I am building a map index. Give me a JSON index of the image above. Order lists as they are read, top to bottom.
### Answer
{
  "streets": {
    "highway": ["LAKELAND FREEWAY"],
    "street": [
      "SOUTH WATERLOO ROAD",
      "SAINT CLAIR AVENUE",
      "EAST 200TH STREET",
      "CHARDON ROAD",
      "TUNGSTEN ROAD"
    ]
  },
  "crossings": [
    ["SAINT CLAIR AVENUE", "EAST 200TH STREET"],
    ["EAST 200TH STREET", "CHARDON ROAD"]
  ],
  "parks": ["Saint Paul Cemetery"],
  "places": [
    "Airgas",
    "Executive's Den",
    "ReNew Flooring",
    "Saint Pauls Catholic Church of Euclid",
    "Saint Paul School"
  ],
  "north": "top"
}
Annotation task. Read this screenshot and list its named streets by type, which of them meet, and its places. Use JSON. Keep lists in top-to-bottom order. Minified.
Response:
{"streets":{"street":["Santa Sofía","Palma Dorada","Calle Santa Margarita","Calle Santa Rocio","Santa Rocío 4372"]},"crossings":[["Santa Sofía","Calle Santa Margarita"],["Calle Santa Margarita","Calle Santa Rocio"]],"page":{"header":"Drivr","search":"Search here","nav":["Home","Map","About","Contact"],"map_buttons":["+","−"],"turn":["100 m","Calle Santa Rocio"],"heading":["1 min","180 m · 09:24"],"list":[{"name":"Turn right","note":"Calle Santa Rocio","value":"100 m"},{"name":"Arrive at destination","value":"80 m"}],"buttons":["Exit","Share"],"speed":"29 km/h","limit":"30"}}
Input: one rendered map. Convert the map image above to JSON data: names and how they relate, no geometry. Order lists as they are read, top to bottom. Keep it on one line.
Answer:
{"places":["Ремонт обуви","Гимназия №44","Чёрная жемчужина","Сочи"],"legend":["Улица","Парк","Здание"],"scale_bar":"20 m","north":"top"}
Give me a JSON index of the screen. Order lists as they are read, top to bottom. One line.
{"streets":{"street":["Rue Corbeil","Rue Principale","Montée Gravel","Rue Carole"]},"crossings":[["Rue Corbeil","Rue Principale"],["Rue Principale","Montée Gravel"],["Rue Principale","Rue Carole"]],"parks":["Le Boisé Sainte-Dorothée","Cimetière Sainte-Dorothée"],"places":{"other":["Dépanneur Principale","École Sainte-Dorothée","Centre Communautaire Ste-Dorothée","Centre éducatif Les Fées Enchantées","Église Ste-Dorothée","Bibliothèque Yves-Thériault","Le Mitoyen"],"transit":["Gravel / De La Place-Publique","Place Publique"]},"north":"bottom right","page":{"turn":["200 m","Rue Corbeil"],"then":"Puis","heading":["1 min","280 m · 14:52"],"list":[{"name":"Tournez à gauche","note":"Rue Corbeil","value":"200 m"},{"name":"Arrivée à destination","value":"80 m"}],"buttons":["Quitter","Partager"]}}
..........
When you answer, repeat all of the material exactly as given.

I am building a map index. Give me a JSON index of the image above. Order lists as they are read, top to bottom.
### Answer
{
  "streets": {
    "highway": ["LAKELAND FREEWAY"],
    "street": [
      "SOUTH WATERLOO ROAD",
      "SAINT CLAIR AVENUE",
      "EAST 200TH STREET",
      "CHARDON ROAD",
      "TUNGSTEN ROAD"
    ]
  },
  "crossings": [
    ["SAINT CLAIR AVENUE", "EAST 200TH STREET"],
    ["EAST 200TH STREET", "CHARDON ROAD"]
  ],
  "parks": ["Saint Paul Cemetery"],
  "places": [
    "Airgas",
    "Executive's Den",
    "ReNew Flooring",
    "Saint Pauls Catholic Church of Euclid",
    "Saint Paul School"
  ],
  "north": "top"
}
Annotation task. Read this screenshot and list its named streets by type, which of them meet, and its places. Use JSON. Keep lists in top-to-bottom order. Minified.
Response:
{"streets":{"street":["Santa Sofía","Palma Dorada","Calle Santa Margarita","Calle Santa Rocio","Santa Rocío 4372"]},"crossings":[["Santa Sofía","Calle Santa Margarita"],["Calle Santa Margarita","Calle Santa Rocio"]],"page":{"header":"Drivr","search":"Search here","nav":["Home","Map","About","Contact"],"map_buttons":["+","−"],"turn":["100 m","Calle Santa Rocio"],"heading":["1 min","180 m · 09:24"],"list":[{"name":"Turn right","note":"Calle Santa Rocio","value":"100 m"},{"name":"Arrive at destination","value":"80 m"}],"buttons":["Exit","Share"],"speed":"29 km/h","limit":"30"}}
Input: one rendered map. Convert the map image above to JSON data: names and how they relate, no geometry. Order lists as they are read, top to bottom. Keep it on one line.
Answer:
{"places":["Ремонт обуви","Гимназия №44","Чёрная жемчужина","Сочи"],"legend":["Улица","Парк","Здание"],"scale_bar":"20 m","north":"top"}
Give me a JSON index of the screen. Order lists as they are read, top to bottom. One line.
{"streets":{"street":["Rue Corbeil","Rue Principale","Montée Gravel","Rue Carole"]},"crossings":[["Rue Corbeil","Rue Principale"],["Rue Principale","Montée Gravel"],["Rue Principale","Rue Carole"]],"parks":["Le Boisé Sainte-Dorothée","Cimetière Sainte-Dorothée"],"places":{"other":["Dépanneur Principale","École Sainte-Dorothée","Centre Communautaire Ste-Dorothée","Centre éducatif Les Fées Enchantées","Église Ste-Dorothée","Bibliothèque Yves-Thériault","Le Mitoyen"],"transit":["Gravel / De La Place-Publique","Place Publique"]},"north":"bottom right","page":{"turn":["200 m","Rue Corbeil"],"then":"Puis","heading":["1 min","280 m · 14:52"],"list":[{"name":"Tournez à gauche","note":"Rue Corbeil","value":"200 m"},{"name":"Arrivée à destination","value":"80 m"}],"buttons":["Quitter","Partager"]}}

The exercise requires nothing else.